┌──

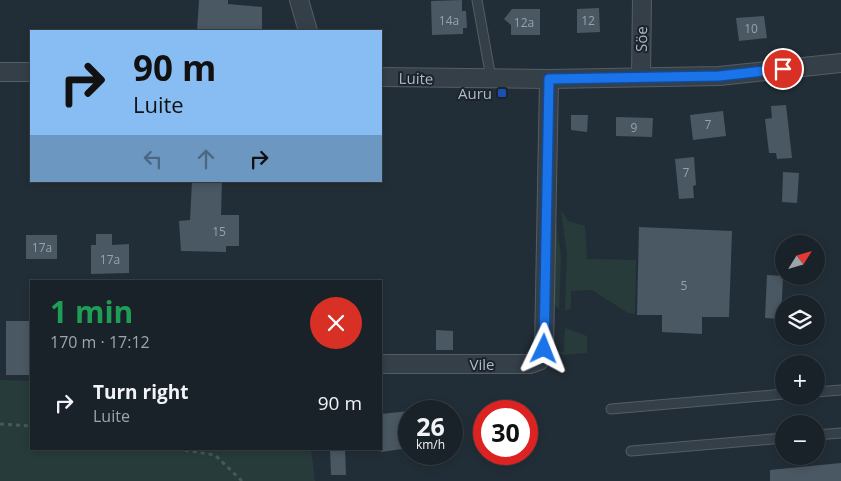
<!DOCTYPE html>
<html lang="en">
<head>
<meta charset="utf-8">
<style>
	:root { --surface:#1a2229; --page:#272f35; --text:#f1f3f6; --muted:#9fa4a8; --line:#383f46 }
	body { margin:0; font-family:"Open Sans",sans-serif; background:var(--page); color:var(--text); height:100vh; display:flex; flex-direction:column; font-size:19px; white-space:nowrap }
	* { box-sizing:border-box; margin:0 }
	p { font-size:16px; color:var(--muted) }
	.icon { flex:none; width:28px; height:28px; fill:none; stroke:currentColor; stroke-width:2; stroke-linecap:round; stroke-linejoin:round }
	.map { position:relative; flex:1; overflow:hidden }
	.details { position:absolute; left:30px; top:280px; width:352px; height:170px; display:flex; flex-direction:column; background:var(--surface); border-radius:0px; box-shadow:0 2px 8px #0003,0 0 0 1px var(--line) }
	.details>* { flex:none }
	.banner { position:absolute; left:30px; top:30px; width:352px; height:152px; border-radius:0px; box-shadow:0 2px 8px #0003,0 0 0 1px var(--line); background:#87bdf2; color:#111; overflow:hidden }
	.needle { width:32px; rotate:53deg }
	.controls { position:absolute; left:775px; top:235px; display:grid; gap:10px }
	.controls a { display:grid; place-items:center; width:50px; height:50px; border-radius:50%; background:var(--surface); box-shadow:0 2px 8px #0003,0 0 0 1px var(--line); font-size:25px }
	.speed { position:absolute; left:398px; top:400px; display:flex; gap:10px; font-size:25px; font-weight:700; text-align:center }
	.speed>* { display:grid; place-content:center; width:65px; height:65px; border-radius:50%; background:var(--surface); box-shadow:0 2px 8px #0003,0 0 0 1px var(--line); line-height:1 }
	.speed small { font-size:12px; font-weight:400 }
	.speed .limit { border:8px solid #d22; background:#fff; color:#111 }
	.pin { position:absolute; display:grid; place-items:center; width:42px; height:42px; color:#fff; margin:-21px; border:2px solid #fff; border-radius:50%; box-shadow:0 1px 5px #0007 }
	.me { position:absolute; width:55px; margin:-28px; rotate:2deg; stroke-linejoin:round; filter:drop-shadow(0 0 4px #0008) }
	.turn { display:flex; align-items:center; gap:18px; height:105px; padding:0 20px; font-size:22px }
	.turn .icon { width:65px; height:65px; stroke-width:2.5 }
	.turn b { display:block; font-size:35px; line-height:42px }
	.lanes { display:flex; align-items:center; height:48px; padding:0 20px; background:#0003; justify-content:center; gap:25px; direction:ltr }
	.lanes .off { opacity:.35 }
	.round { display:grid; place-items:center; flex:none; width:52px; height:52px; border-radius:26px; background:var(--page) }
	.head { display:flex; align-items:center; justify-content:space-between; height:85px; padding:0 20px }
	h1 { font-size:30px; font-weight:700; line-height:38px; color:#1e9e55 }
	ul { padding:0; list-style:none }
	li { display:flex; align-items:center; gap:15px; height:75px; padding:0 20px }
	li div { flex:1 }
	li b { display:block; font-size:19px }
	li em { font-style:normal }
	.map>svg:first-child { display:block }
	.green { fill:#273c3a }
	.building { fill:#4a5863 }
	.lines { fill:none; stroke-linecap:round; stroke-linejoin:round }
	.lane-casing { stroke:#535d66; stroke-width:11 }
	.street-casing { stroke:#535d66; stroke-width:20 }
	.path { stroke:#455959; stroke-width:3; stroke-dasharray:4 4; stroke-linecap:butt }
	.lane { stroke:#353f48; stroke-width:9 }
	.street { stroke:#353f48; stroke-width:18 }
	.route-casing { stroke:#114b97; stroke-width:12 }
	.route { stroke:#1a73e8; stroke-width:9 }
	.transit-dot { fill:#1a4fb4; stroke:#1b242c; stroke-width:2 }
	.labels { text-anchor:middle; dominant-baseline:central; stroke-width:4; stroke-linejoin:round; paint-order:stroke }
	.number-label { font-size:12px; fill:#96a2ac }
	.street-label { font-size:15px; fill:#b0bac4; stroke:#1b242c }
	.poi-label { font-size:15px; fill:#b0bac4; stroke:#1b242c; text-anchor:end }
</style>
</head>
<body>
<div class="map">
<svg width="841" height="481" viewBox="0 0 841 481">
	<rect width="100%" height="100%" fill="#222e37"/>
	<g class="green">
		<polygon points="554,209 561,256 559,310 553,302"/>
		<polygon points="561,210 568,221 585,226 587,259 636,260 635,314 628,313 592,290 571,291 571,308 565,311 567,254"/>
		<polygon points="565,328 587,336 587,353 563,355 555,351 564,352"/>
		<polygon points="0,380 31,381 31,449 311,449 315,481 0,481"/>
	</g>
	<g class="building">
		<polygon points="199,0 228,0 228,4 262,7 262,31 197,31"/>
		<polygon points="462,0 462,11 466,11 467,28 463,28 463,34 432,35 431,1"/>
		<polygon points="599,8 600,32 577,33 577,9"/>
		<polygon points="512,9 540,9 540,35 511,35 511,25 504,19"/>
		<polygon points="764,16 767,38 739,41 736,18"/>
		<polygon points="786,105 792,158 777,159 776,153 769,153 765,119 772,118 771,106"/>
		<polygon points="723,111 726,136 693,140 690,115"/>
		<polygon points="571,115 588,115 587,132 571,130"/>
		<polygon points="616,117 653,118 652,137 616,136"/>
		<polygon points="694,157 696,185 693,186 694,198 679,199 675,159"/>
		<polygon points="783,172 799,173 797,203 782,202"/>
		<polygon points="192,181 222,181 221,215 239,215 239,246 226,246 226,252 181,251 179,221 190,220"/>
		<polygon points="639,227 732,231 729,317 702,317 702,334 662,332 662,315 637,315"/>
		<polygon points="96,234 112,234 112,245 129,244 129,273 91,274 91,245 96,245"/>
		<rect x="26" y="235" width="31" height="24"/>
		<polygon points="767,275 783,276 781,319 765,318"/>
		<rect x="6" y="321" width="25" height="54"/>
		<polygon points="436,330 453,331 453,350 436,350"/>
		<polygon points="409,411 409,448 381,452 381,414"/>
		<polygon points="330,449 345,449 346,475 331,475"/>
		<polygon points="841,463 841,481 770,481 770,470"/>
	</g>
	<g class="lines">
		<defs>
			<g id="lane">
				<polyline points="477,0 491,78"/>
				<polyline points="816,392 841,390"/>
				<polyline points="611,409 784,394"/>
				<polyline points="816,435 841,433"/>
				<polyline points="631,451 784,438"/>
			</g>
			<g id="street">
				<polyline points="299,0 308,31"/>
				<polyline points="0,72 31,72"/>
				<polyline points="381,77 549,79 719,76 841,63"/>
				<polyline points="641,77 642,0"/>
				<polyline points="381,364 530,364 539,361 544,349 549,79"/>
			</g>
		</defs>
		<use href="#lane" class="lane-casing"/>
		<use href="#street" class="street-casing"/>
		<g class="path">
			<polyline points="0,424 31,426"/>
			<polyline points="177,449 215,455 242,481"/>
		</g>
		<use href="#lane" class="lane"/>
		<use href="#street" class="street"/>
	</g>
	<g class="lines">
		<defs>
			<polyline id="route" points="544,349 549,79 719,76 783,69"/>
		</defs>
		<use href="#route" class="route-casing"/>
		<use href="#route" class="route"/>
	</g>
	<rect class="transit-dot" x="497" y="88" width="10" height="10" rx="2.5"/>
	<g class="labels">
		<g class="number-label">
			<text x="449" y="20">14a</text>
			<text x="588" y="20">12</text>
			<text x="524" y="22">12a</text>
			<text x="751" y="28">10</text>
			<text x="708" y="124">7</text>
			<text x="634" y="127">9</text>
			<text x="686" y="172">7</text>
			<text x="219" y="231">15</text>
			<text x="42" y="247">17a</text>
			<text x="110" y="259">17a</text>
			<text x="684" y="285">5</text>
		</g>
		<g class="street-label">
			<text transform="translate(641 39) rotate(-89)">Söe</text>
			<text transform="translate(416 78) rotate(1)">Luite</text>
			<text x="482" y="364">Vile</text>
		</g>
		<g class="poi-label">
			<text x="492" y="93">Auru</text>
		</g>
	</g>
</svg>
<div class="controls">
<a><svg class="needle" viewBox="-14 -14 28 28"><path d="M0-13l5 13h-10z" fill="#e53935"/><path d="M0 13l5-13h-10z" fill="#9fa4a8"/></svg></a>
<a><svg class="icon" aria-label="layers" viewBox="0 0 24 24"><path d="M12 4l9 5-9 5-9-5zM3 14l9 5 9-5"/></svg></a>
<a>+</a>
<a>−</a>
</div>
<div class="speed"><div>26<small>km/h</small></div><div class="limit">30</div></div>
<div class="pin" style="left:783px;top:69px;background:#d93025"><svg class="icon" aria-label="arrive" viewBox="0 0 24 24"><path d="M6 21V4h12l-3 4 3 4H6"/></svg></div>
<svg class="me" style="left:544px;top:349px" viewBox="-20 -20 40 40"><path d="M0-17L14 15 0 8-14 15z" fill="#1a73e8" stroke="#fff" stroke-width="4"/></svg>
<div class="banner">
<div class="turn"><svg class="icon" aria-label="right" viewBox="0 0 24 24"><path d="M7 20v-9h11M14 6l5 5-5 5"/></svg><div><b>90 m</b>Luite</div></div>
<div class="lanes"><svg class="icon off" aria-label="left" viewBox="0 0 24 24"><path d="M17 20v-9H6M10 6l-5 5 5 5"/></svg><svg class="icon off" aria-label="ahead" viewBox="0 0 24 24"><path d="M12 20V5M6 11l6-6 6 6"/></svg><svg class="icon" aria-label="right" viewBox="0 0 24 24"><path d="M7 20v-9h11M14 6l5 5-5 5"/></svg></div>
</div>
<section class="details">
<div class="head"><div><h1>1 min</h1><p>170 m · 17:12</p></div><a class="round" style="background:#d93025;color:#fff"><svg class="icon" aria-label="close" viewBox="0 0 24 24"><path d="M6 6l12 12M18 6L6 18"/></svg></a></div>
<ul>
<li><svg class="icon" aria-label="right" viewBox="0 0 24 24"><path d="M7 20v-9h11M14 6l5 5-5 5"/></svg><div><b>Turn right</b><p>Luite</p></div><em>90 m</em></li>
</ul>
</section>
</div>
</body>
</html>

└──

The required output is a verbatim repetition of the lines from the opening of the entries above through the line containing "position:relative; flex:1; overflow:hidden", inclusive, with no pictures and nothing else.

<!DOCTYPE html>
<html lang="en">
<head>
<meta charset="utf-8">
<style>
	:root { --surface:#1a2229; --page:#272f35; --text:#f1f3f6; --muted:#9fa4a8; --line:#383f46 }
	body { margin:0; font-family:"Open Sans",sans-serif; background:var(--page); color:var(--text); height:100vh; display:flex; flex-direction:column; font-size:19px; white-space:nowrap }
	* { box-sizing:border-box; margin:0 }
	p { font-size:16px; color:var(--muted) }
	.icon { flex:none; width:28px; height:28px; fill:none; stroke:currentColor; stroke-width:2; stroke-linecap:round; stroke-linejoin:round }
	.map { position:relative; flex:1; overflow:hidden }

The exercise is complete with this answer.